The filmmaking, the raw craft of Things to Come
is astonishing. Beautiful frames abound. I was tempted to pause it and take stills every minute or so. Things like this really excited me:
Then, there is the level of effects shots. I'd estimate that 80 percent of the shots in this film are incredibly complex FX sequences. I paused some shots and analyzed them, breaking them down to find them consisting of forced perspective, matte paintings, miniatures and even some backdrops and rear projection. All are near seamlessly blended to make for one of the most ambitious of early FX driven films and one of the most successful. Sure, this isn't exactly the most innovative of FX films, after all many of these FX were achieved brilliantly in King Kong
. But that's just it, this film achieves many of the same FX but does so even better, as one would hope seeing as this is a few years after. Yet, I never hear people talk about this film as a masterpiece of cinematic FX. Take a look at some of these stills I've pulled:
The above still constitutes a matte painting, a practical set and set dressing. Its perfect. Its real, or at least its photo real. I was talking with Frozenhamster last night, and I mentioned how I adored Matte Paintings because they were more photor ealistic than a lot of the digital mattes we see today. This is exactly why. Its blended perfectly. Often times with Matte Paintings you'll see a seam. Where paint masks reality. Here, the blend is perfect. I know its a matte cause I'm looking at it blown up and studying it, but even blown up I can't find the seam. Astounding.
More Matte Paintings! Look how beautiful!
Look at that shot above!
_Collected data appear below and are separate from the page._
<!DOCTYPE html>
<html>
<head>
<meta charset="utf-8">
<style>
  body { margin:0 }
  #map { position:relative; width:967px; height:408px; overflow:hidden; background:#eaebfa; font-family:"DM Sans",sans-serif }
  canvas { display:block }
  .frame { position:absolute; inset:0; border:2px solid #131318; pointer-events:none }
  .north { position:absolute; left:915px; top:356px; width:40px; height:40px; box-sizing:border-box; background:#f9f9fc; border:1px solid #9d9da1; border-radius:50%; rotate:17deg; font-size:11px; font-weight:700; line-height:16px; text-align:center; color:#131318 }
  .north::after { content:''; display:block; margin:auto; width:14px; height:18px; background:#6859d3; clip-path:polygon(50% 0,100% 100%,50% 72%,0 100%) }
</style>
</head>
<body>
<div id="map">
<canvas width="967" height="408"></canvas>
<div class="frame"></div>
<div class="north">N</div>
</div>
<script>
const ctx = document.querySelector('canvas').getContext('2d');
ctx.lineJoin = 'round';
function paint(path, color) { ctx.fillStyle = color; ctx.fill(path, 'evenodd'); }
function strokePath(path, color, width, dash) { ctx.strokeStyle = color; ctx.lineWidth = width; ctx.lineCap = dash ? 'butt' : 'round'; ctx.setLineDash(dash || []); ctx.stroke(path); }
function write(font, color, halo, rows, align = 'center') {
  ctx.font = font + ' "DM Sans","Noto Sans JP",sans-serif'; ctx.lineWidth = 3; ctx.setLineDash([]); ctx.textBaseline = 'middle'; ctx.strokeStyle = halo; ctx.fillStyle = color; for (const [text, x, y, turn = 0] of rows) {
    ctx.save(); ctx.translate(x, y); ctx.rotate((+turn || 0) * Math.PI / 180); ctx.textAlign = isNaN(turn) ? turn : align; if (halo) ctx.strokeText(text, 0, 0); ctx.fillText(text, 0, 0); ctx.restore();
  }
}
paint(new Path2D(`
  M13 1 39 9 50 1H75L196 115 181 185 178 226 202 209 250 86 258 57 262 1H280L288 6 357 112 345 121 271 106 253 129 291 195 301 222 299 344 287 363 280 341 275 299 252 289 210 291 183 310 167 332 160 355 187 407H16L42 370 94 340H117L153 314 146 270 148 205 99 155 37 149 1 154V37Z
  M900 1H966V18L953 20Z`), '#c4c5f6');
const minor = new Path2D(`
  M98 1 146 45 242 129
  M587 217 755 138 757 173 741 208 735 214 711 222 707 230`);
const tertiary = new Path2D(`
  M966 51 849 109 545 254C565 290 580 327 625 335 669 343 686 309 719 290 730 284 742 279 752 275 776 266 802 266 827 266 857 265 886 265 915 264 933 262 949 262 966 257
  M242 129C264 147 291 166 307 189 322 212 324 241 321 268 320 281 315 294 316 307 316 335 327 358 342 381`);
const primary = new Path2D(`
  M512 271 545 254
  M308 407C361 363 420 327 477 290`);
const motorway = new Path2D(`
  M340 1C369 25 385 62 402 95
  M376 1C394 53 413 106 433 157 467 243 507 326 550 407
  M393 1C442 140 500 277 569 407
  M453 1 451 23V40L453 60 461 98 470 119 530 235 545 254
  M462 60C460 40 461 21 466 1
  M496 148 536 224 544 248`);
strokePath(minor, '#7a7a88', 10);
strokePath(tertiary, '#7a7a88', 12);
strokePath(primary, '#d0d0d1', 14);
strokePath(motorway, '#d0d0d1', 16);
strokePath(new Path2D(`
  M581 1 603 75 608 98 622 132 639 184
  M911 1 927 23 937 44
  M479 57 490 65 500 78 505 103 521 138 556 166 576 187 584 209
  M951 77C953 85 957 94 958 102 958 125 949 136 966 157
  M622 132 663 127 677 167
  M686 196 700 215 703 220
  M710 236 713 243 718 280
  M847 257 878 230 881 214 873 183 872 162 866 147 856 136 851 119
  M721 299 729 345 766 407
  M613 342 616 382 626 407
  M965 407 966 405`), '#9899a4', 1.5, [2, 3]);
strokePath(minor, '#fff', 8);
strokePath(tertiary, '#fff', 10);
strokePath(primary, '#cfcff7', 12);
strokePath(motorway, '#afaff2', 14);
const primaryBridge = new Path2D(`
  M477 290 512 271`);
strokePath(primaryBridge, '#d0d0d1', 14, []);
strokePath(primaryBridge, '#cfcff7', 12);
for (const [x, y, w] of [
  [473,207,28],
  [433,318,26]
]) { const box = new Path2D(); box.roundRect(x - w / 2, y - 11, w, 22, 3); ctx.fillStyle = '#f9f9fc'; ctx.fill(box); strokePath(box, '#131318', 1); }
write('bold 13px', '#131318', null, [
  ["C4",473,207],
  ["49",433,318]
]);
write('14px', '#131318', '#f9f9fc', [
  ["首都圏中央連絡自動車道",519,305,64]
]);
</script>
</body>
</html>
Its a miniature with forced perspective applied to the live action actors climbing the ladder set against the sky. That is absolutely beautiful, especially considering the era it was made. Yay for practical effects!!!!
The above still is taken from the end of a very long tilt down through a miniature of the futuristic city. The people at the bottom of the image are standing in front of a rear projection of a blending of more live action actors beneath the miniature itself, a forced perspective shot. Its not perfect, but it is certainly impressive when combined with the tilt down move.
Here again, the people at the bottom of the frame are live action actors standing before a rear projection frame. But notice how the crowd of live action actors are grouped around a miniature aircraft taking off in another brilliant forced perspective shot.
There are loads and loads of these type shots throughout. I could spend all day breaking down these complex and amazing shots! I love it!!!
The film starts real strong, but once we get to the futuristic city it slows down immensely. But, with the incredible special effects this becomes a great, great film and a must see for cinema history and SFX enthusiasts. Please see this under appreciated gem.
I wanted to write a lot more, and more eloquently, but this will have to do since I have to run out and do some work, I hate lame work. But I was floored by the craftsmanship of this film and how it is ignored in the annals of SFX Film history. Anyone have any incite on that? Sure its not nearly as good a film or story as Kong, but its awesome. I need to see Metropolis since they seem to be borrowing heavily from it. Maybe that's why its overlooked, its too much like Metropolis?